Tahun 2018, Periode Strategis Untuk Berbenah

Dirjen Kelembagaan Iptek dan Dikti Kemenristekdikti RI Dr. Ir. Patdono Suwignyo, M Eng.Sc menyampaikan materi dipandu moderator Bahagia Tarigan , SE., MSi.

Perguruan Tinggi Swasta memiliki peran yang besar dalam upaya mencerdaskan kehidupan bangsa. Saat ini jumlah mahasiswa baru di Perguruan Tinggi Swasta se-Indonesia sekitar 2 juta orang. Sedangkan mahasiswa baru di Perguruan Tinggi Negeri hanya berkisar 250.000 sampai 300.000 orang, atau hanya kurang dari seperempat dari jumlah mahasiswa PTS, kata Dr. Ir. Patdono Suwignjo, M.Eng.Sc, Direktur Jenderal Kelembagaan Iptek dan Dikti Kemenristekdikti RI, dalam acara pertemuan dengan Dosen dan Karyawan UTY di Kampus 1 UTY Rabu (5/9/2018).

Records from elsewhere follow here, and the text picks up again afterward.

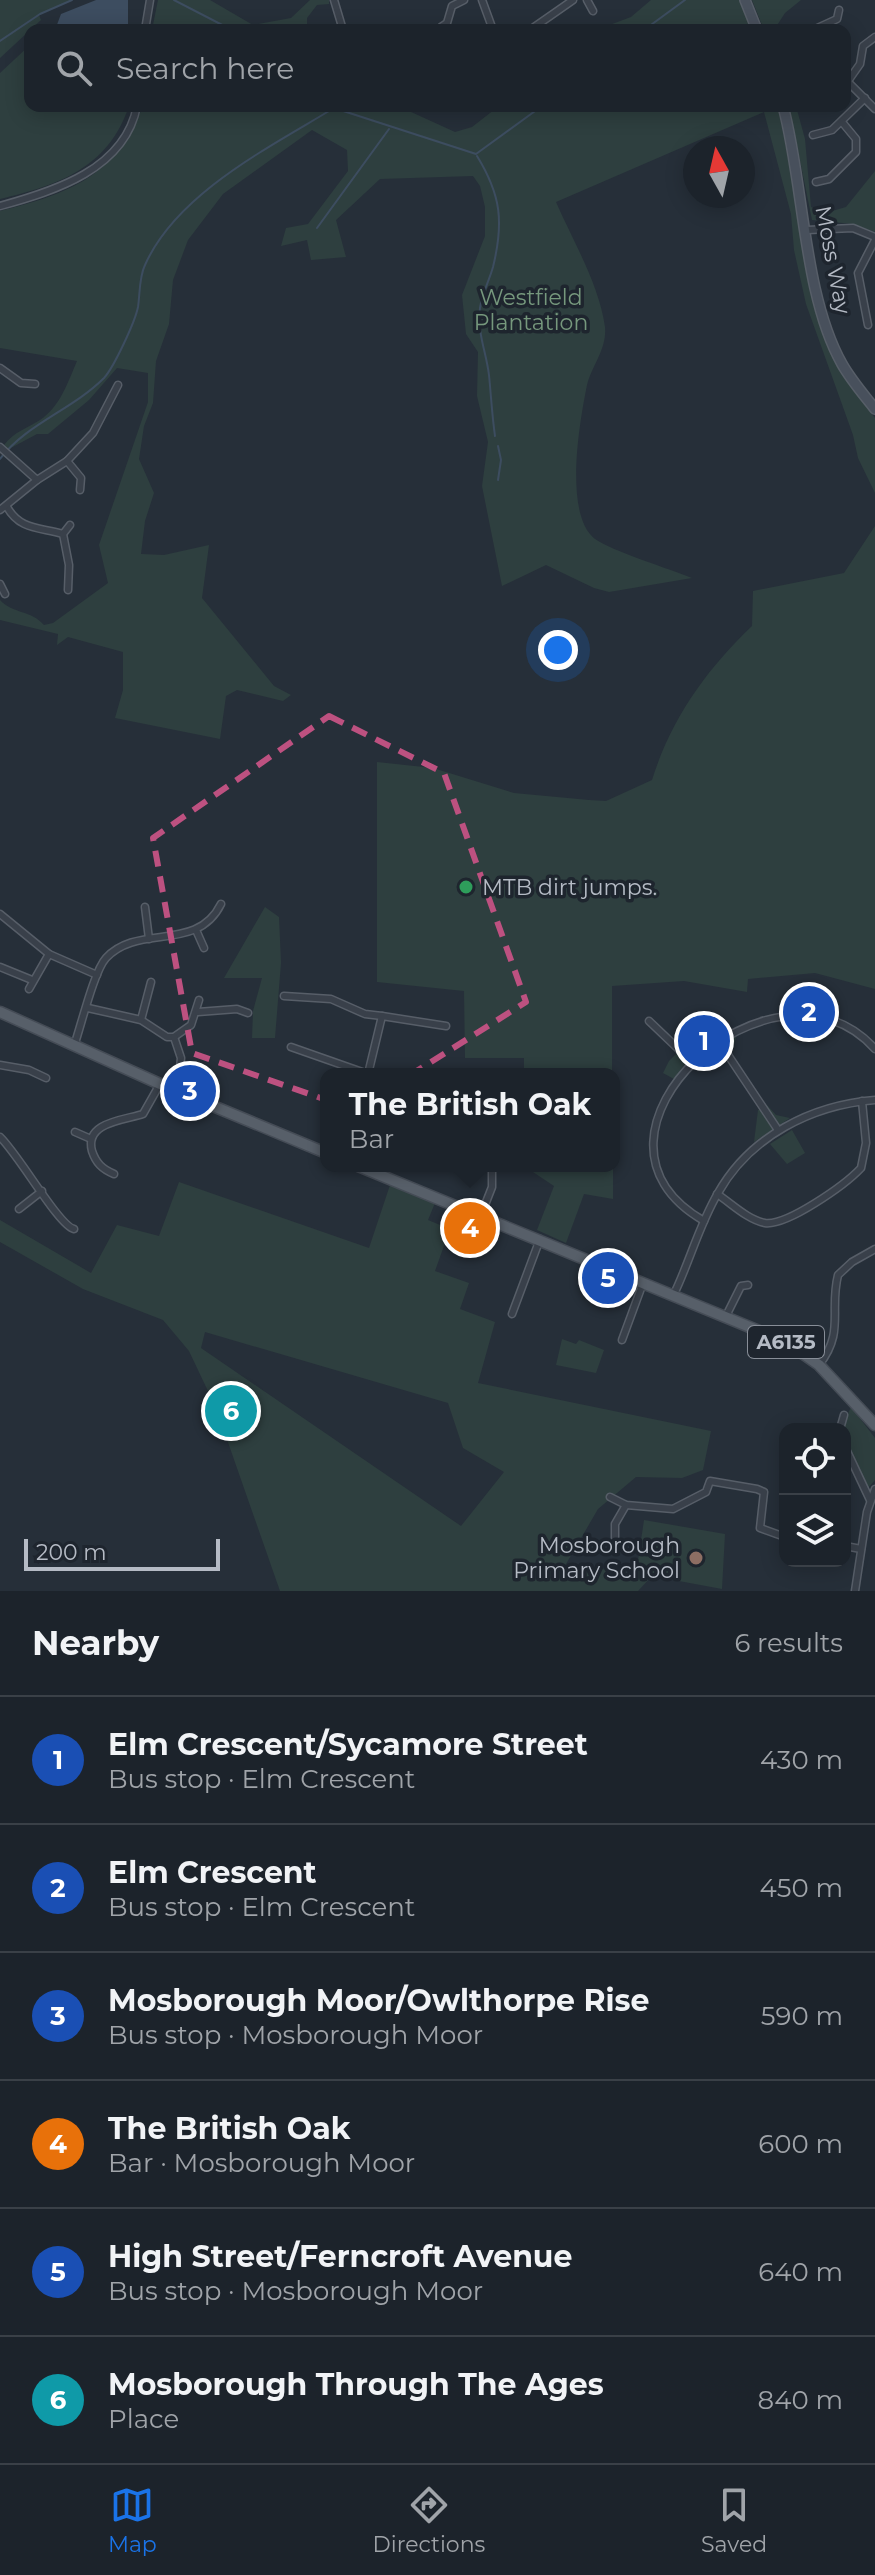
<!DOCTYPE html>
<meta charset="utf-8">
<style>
:root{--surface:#1c232b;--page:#292f37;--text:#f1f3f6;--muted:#a0a4a9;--line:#3a4047;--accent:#1a73e8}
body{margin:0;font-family:Montserrat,sans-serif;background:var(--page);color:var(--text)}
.controls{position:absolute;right:24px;bottom:24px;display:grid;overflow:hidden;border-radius:16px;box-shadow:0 4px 20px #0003}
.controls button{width:72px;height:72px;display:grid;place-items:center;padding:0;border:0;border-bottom:2px solid var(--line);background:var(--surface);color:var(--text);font:40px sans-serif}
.compass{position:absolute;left:683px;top:136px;width:72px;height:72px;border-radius:50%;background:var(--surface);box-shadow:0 4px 20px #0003;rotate:352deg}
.scale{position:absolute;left:24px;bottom:20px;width:196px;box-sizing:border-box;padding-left:8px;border:4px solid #b5bbc5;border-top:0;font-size:22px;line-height:28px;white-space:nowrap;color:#b5bbc5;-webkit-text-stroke:6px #1e252e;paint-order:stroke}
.you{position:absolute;left:558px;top:650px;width:28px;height:28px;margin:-20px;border:6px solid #fff;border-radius:50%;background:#1a73e8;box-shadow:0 0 0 12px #1a73e833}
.badge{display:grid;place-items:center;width:52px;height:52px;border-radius:50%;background:var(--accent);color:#fff;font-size:26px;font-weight:700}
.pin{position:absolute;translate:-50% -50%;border:4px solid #fff;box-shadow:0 2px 8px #0006}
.popup{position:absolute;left:320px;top:1068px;width:300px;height:104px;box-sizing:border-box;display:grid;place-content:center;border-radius:16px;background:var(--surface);filter:drop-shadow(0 2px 6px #0005);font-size:26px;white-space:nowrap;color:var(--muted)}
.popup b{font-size:30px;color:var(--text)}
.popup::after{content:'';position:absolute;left:50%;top:100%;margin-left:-16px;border:16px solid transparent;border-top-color:var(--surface)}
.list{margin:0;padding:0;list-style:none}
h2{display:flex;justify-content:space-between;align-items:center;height:104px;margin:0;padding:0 32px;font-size:34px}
h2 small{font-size:26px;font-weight:400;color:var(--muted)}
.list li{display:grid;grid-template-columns:52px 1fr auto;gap:24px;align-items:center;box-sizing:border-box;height:128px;padding:0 32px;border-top:2px solid var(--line)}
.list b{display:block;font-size:30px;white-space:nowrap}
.list p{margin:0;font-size:26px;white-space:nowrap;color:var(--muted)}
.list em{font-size:26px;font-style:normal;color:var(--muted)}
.icon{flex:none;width:44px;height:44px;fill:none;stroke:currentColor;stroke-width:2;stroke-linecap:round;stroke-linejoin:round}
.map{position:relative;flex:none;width:875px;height:1591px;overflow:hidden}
.search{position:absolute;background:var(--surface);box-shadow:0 4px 20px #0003;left:24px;right:24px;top:24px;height:88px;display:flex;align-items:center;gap:20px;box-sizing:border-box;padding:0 28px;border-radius:16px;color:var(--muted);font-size:30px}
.sheet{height:872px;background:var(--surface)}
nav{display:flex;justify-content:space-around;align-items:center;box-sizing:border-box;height:112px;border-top:2px solid var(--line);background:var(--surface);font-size:22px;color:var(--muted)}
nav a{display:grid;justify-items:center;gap:4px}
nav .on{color:var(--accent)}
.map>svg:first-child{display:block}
.green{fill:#2e3f3f;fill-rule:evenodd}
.water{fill:#3d4d60}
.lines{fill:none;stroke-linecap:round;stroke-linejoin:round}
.stream{stroke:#3d4d60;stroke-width:2}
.street-casing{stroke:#575e68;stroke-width:9}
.secondary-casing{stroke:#575e68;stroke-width:12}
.primary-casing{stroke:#454c56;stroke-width:13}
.street{stroke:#39404a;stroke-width:6}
.secondary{stroke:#48505c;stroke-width:9}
.primary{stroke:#575f69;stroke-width:10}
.marked{fill:none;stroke:#bd5180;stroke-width:6;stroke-dasharray:16 10;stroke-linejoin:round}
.leisure-dot{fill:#2e9e5b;stroke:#1e252e;stroke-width:3}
.education-dot{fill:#8d6e63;stroke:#1e252e;stroke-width:3}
.labels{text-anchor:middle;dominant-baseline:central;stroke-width:7;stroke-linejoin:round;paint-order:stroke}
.shield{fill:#1e252e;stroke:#888e98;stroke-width:2}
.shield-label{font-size:20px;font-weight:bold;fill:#b5bbc5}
.street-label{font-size:22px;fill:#b5bbc5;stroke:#1e252e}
.park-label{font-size:22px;fill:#76987d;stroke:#1e252e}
.poi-label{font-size:22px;fill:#b5bbc5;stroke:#1e252e;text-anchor:start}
</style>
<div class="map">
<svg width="875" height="1591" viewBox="0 0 875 1591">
<rect width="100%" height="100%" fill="#262f39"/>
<g class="green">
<polygon points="0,0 72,0 39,15 41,20 0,58"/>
<polygon points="158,0 210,0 253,25 291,18 310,0 329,0 329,4 317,5 307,18 307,30 152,30"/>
<polygon points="651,0 741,0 752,30 596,30 631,17"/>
<polygon points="752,0 801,0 785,13 774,30 764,30"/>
<path d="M30,45v61h99c-21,62 -70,79 -129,93v-126z"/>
<path d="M143,106h255l57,26 17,-5 27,-21h279l42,221 23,49 32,42v75l-17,-35 -5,-23 -47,-131 -12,-54 -3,-36 -27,-102 -208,90c17,39 43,82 49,125 2,22 -13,38 -18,58 -7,35 -24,129 8,154 17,12 75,30 97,39l-83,14 -15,-4 -48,-23 -44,21 -20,-100 6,-44 -11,-46 1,-44 -12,-18 -4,-39 23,-59v-29l-5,-21 -7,-10 -93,3 -44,41 10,37 -35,3 -4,-20 -26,6 5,-18 22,-4 40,-53 -1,-21 -35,-20 -89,64 -35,46 -15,40 -4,44 -13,37 -3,42 -9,23 -5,33 15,34 -9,28 -4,33 23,1 45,-10 -7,53 72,88 17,9 -8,6 -46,-11 -11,6 -6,43 -105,-21 8,-28v-38l-55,-15 -11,8 1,-11 -58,-14v-20c13,14 31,10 44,25l9,-2 55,-40 -9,-38 49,-143v-29l-31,-5 -28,32 -41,34h-11l-28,15 -5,-4c11,-14 22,-16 36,-25 20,-13 28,-38 37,-59l-77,-13v-137c71,-18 114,-34 143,-105z"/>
<polygon points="789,106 796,106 805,139 811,207 825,213 846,207 875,171 875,232 853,224 812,220"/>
<path d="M875,526v463l-60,-16 -67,6 -1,13 -63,-11 -72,5v88h-88v-16h-59l-1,-67 -87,-9v-220l56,6 81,25 75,7 17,1 46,-21c19,-61 54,-110 100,-154l1,-35 91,-18z"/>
<polygon points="265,907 279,917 281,963 275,1038 252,1038 253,1011 262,978 224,978"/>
<polygon points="738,1032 732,1051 724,1057 708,1056 695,1067 684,1066 674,1079 663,1073 669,1061 693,1037 707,1052"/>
<polygon points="767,1105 776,1115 790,1118 754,1142 758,1110"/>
<polygon points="792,1130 805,1153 787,1164 770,1144"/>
<polygon points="524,1166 613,1166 613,1199 584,1194 566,1243 537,1230 554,1186"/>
<path d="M179,1182l190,66 21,-63 45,18 -7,17 22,9 -15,42 34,12 -9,26 35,13 -17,61 233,48 -8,39 -21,8 -46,-1 -38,32 -32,55 70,10 8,-54 81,14 -3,55 -70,-13 -14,15h-358l-64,-183 -27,-57 -26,-31 -80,-31 -83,-47v-22l91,53 26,-48 42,11zM205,1332l243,71 15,45 41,24 -43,54 -260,-178z"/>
<polygon points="562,1339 576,1344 579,1340 604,1350 596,1373 556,1365"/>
<polygon points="851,1407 875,1438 875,1480 868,1488 845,1440 845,1429 841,1429"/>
</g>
<polygon class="water" points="96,0 128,0 128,30 55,30 61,14"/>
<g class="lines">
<g class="stream">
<polyline points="174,0 232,30"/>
<polyline points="644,30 685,0"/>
<polyline points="0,41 40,14 72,0"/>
<path d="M477,156c24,39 27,66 16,111 -4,14 -11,27 -13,41 -3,25 6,43 9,67 2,20 3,40 6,61"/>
<polyline points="317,228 389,129"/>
<path d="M0,459c26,-35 72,-49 104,-81 10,-11 31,-56 34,-71 2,-13 1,-30 7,-42 32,-72 125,-118 189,-157l142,46 66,-48"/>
<polyline points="498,480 501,460 498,446"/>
</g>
<defs>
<g id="street">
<polyline points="334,0 343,30"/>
<polyline points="482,0 493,30"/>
<polyline points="587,0 593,11"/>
<polyline points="441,27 447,23 452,6 464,0"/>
<polyline points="145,30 150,0"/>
<polyline points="530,30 573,0"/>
<polyline points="813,30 837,19 839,10"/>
<polyline points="845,79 875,109"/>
<polyline points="848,81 860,64 863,46 875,37"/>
<polyline points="813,135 832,130 865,98"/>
<polyline points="816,182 829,179 856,152 856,139 842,122"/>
<path d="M0,206c55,-15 125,-37 137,-100"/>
<polyline points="807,230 853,228 875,237"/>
<polyline points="868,325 858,273 875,240"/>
<polyline points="0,368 21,383 35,384"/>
<polyline points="0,447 37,480"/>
<polyline points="67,461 81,478 80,490"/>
<path d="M7,507c13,23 32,20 56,27l6,31 -1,25"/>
<polyline points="0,510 37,480 67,461 93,433 118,385"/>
<polyline points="63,534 70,525"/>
<polyline points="0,584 5,594"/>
<polyline points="145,907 149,939"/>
<polyline points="0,914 49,954 97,975"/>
<polyline points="196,930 204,948"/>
<polyline points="0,967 32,980"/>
<polyline points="29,989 49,954"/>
<polyline points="284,996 331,999 365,1014 382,1016"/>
<polyline points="88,1008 141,1020 167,1037 174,1037 191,1025 199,1000"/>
<polyline points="198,1012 237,1009 248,1013"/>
<polyline points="141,1020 151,982"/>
<polyline points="649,1021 692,1062"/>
<polyline points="174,1037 181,1058 180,1068"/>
<polyline points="718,1040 778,1130"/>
<path d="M74,1046c7,-20 20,-75 32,-88 32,-35 91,-5 115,-54"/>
<polyline points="291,1047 368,1074 382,1016 446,1026"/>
<polyline points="0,1065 29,1070 46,1078"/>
<polyline points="75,1132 91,1139"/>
<path d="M0,1137c19,18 59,89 74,92"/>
<path d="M114,1174c-12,-5 -18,-11 -22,-23 -8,-29 33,-31 51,-37l17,-30"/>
<path d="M717,1194c14,9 31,26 48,29 22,3 80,-38 96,-55l5,-25 -4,-42"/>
<polyline points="19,1209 42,1191"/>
<polyline points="481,1215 492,1187 492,1166"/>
<path d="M704,1221c-150,-86 71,-285 171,-172"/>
<path d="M674,1294c16,-33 25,-69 44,-101 32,-57 94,-88 157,-93"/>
<polyline points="512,1314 540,1239"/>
<polyline points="726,1316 741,1286 748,1285"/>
<polyline points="622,1340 643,1283"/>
<path d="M819,1365c26,-33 10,-54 19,-90l14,-13 23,-13"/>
<polyline points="840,1429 844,1415"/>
<polyline points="845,1447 870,1500"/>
<polyline points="610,1497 626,1505 673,1509 706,1492 710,1481 757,1489 764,1492 760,1528 785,1537"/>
<polyline points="615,1539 615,1524 626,1505"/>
<polyline points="845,1546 861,1549"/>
<polyline points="855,1591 867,1512 875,1489"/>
</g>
<g id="secondary">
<polyline points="745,0 757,30"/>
<path d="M783,106c21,78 20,189 59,258 9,16 22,31 33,45"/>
</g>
<g id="primary">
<polyline points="0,1012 160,1084 326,1153"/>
<polyline points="358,1166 786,1342 819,1365 875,1425"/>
</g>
</defs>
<use href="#street" class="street-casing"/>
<use href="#secondary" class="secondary-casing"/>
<use href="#primary" class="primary-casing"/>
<use href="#street" class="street"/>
<use href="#secondary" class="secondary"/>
<use href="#primary" class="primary"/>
</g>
<path class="marked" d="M329,716l115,57 82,229 -171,108 -163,-57 -39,-215z"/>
<circle class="leisure-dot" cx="466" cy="887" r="8"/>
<circle class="education-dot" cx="696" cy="1558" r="8"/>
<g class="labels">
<rect class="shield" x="748" y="1326" width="76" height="32" rx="6"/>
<g class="shield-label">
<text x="786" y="1342">A6135</text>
</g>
<g class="street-label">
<text transform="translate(833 260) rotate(79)">Moss Way</text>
</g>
<g class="park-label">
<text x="531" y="297">Westfield<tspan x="531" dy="25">Plantation</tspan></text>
</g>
<g class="poi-label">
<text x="482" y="887">MTB dirt jumps.</text>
<text x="680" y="1545" text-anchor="end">Mosborough<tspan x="680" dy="25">Primary School</tspan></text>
</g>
</g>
</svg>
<div class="controls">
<button><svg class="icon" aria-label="locate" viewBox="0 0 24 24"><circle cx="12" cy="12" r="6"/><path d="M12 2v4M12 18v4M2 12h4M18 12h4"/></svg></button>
<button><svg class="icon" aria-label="layers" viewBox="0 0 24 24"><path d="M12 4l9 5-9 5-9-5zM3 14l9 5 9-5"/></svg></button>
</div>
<svg class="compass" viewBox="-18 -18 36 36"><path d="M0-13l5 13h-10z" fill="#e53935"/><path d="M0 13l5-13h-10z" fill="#a0a4a9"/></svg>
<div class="scale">200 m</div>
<div class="you"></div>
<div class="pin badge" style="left:704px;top:1041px;background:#1a4fb4">1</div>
<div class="pin badge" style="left:809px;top:1012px;background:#1a4fb4">2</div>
<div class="pin badge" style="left:190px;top:1091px;background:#1a4fb4">3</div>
<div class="pin badge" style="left:470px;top:1228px;background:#e8710a">4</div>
<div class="popup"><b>The British Oak</b>Bar</div>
<div class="pin badge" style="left:608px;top:1278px;background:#1a4fb4">5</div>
<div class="pin badge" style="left:231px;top:1411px;background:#0f9aa8">6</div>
<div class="search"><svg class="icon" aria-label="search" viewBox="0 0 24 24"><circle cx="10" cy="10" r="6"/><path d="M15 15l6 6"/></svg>Search here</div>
</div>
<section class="sheet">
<h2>Nearby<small>6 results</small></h2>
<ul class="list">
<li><span class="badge" style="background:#1a4fb4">1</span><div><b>Elm Crescent/Sycamore Street</b><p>Bus stop · Elm Crescent</p></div><em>430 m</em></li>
<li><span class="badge" style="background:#1a4fb4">2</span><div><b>Elm Crescent</b><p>Bus stop · Elm Crescent</p></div><em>450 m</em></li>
<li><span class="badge" style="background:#1a4fb4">3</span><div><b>Mosborough Moor/Owlthorpe Rise</b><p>Bus stop · Mosborough Moor</p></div><em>590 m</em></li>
<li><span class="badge" style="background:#e8710a">4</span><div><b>The British Oak</b><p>Bar · Mosborough Moor</p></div><em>600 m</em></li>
<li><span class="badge" style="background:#1a4fb4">5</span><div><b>High Street/Ferncroft Avenue</b><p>Bus stop · Mosborough Moor</p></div><em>640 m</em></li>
<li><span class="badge" style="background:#0f9aa8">6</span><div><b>Mosborough Through The Ages</b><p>Place</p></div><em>840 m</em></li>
</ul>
</section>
<nav>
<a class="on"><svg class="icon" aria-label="map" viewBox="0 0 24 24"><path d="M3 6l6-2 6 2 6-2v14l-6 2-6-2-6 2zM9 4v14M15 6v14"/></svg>Map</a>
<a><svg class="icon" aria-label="directions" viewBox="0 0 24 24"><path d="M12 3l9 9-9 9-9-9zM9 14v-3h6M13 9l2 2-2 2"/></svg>Directions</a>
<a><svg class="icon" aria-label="saved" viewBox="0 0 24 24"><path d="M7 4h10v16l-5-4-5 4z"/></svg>Saved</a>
</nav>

Pertemuan yang diisi materi tentang “Kebijakan Kelembagaan Kemenristekdikti 2015-2019 tersebut dipandu oleh moderator Bahagia Tarigan SE, MSi., Akt., CA.  Wakil Rektor Bidang Keuangan dan Sumber Daya UTY.

Dalam kapasitasnya sebagai Dirjen Kelembagaan Iptek dan Dikti Kemenristekdikti RI, ia sangat mengapresiasi UTY yang telah mengundangnya untuk memberikan informasi terkini terkait kebijakan kelembagaan perguruan tinggi Indonesia,  kata Patdono. Ia menyampaikan bahwa tahun 2018 ini merupakan periode strategis bagi perguruan tinggi untuk berbenah. Ia mengingatkan bahwa saat ini perguruan tinggi harus menyiapkan strategi baru, karena strategi yang bagus dan efektif di tahun-tahun lalu, sudah tidak cocok lagi untuk diterapkan di waktu ke depan. Hal ini dikarenakan adanya revolusi industri 4.0 dan yang ditandai adanya disruptive technology.  Pada era ini teknologi, produk atau jasa yang sudah eksis sebelumnya, eksistensinya terganggu karena adanya temuan teknologi dan inovasi yang baru. Selain itu, menurutnya perlunya strategi baru bagi perguruan tinggi untuk bisa tetap eksis tersebut, dikarenakan telah terbukanya perdagangan produk dan jasa secara global terutama sejak ditandatanginya persetujuan umum tentang tarif dan perdagangan / GATT (General Agreement on Tariffs and Trade). Tantangan baru dalam dunia pendidikan terkait GATT tersebut adalah adanya Open and Distance Learning.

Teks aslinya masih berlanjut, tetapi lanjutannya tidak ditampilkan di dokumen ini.